N gonorrhoeae infection
Gonorrhoea treatment in the pre-cephalosporin era
The gonococcus is characterised by a remarkable ability to develop and acquire antibiotic resistance mechanisms (table 2).1 Following the rapid demise of sulphonamides in treating gonorrhoea in the early 1940s, penicillins became the mainstay of global therapy for almost 40 years, initially at very low dosage and subsequently given at higher doses with probenecid. Tetracyclines or erythromycin were used during this period for the management of penicillin allergic patients and sometimes for cases of chromosomally mediated penicillin-resistant N gonorrhoeae infection. The global spread of high-level plasmid-mediated penicillin and tetracycline resistance among N gonorrhoeae isolates in the 1980s effectively sealed the fate of these antibiotics in terms of gonorrhoea treatment.1
Spectinomycin provided a temporary solution to the problem of penicillinase-producing N gonorrhoeae but resistance rapidly developed with first-line use.2 Spectinomycin is now seldom used due to the high cost and practical unavailability but remains useful in special instances, such as treating pregnant women with severe penicillin allergy or cephalosporin-resistant gonorrhoea. In most countries, quinolones rather than intramuscular ceftriaxone replaced penicillins and spectinomycin as first-line oral therapy for gonorrhoea in the 1980s and were used with success for over a decade before resistance developed, initially in the Asia Pacific region and subsequently in the USA, Europe and Africa.1 3
Modern treatment of gonorrhoea
With the demise of quinolones, physicians treating gonorrhoea turned to the last remaining class of effective antigonococcal antibiotics, namely cephalosporins. Oral third generation cephalosporins, such as cefixime and cefpodoxime, are still being used with success as single-dose oral agents in many countries. Reports of gonococci exhibiting decreased susceptibility and resistance to oral cephalosporins have been seen in Japan since 2001, and more recently in other countries in the western Pacific region and Europe.4–7 Although the genetic basis of resistance to oral cephalosporins has yet to be fully elucidated, the presence of a mosaic penA gene appears to be the predominant mechanism.1 8 At present, intramuscular ceftriaxone is the only antibiotic that still offers reliable cure for genital gonorrhoea, and it is likely to continue to do so unless the gonococcus acquires the ability to express an extended spectrum β-lactamase. Such an event is viewed with trepidation, as it will herald an era of extensively drug-resistant gonorrhoea and, unless new therapeutic agents are made available, gonorrhoea may potentially become untreatable.

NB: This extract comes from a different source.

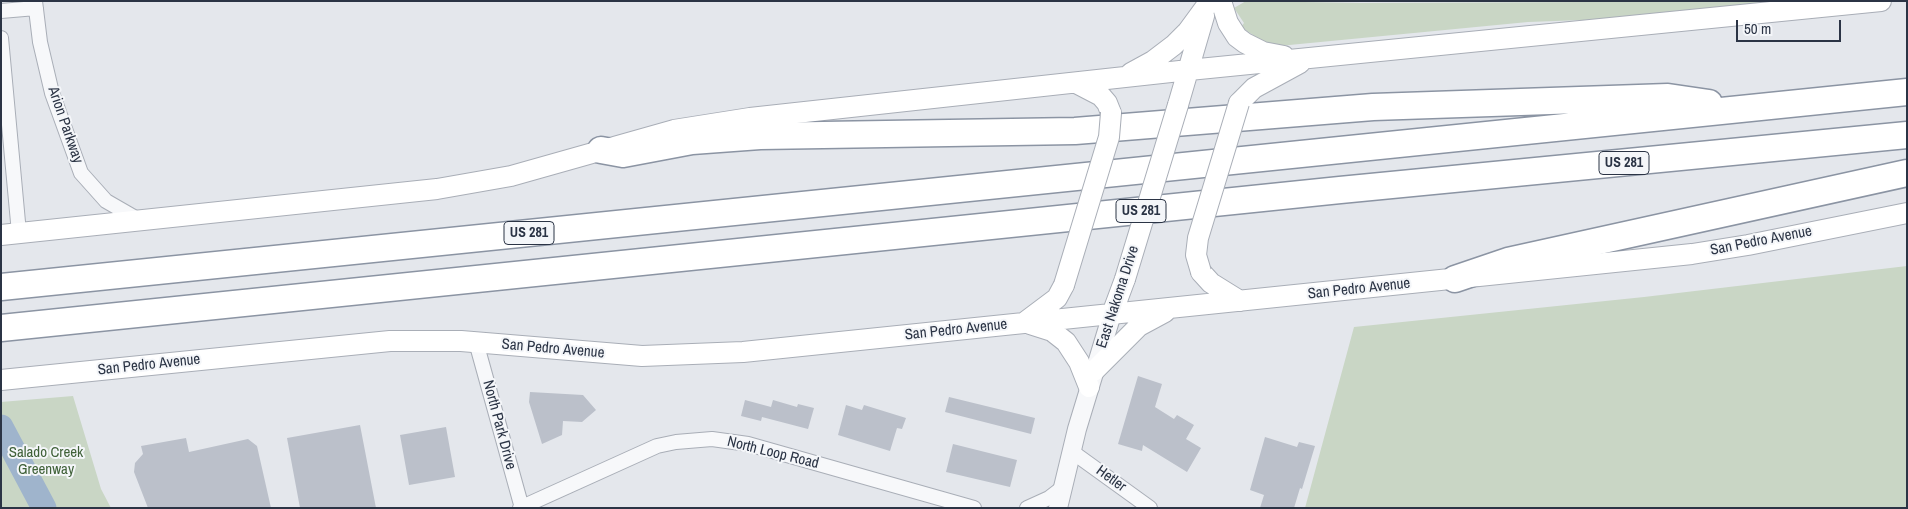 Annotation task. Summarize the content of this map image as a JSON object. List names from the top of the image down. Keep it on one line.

Methods of detecting drug-resistant gonorrhoea
The traditional method of antimicrobial susceptibility testing relies on the presence of viable N gonorrhoeae isolates, which can be tested using disc diffusion or minimum inhibitory concentration assays using either Etest or agar dilution methodologies. Molecular assays for the detection of key antibiotic resistance genetic mutations or resistance-encoding plasmids have been described but are not yet in routine clinical use.9 10 Although molecular techniques offer enormous potential for the diagnosis of gonorrhoea, their use in antimicrobial susceptibility testing has several limitations. First, such an approach is not practical for those antibiotics for which several different resistance mechanisms exist and, second, molecular resistance assays will not detect new mechanisms of resistance for which phenotypic culture-based assays are required.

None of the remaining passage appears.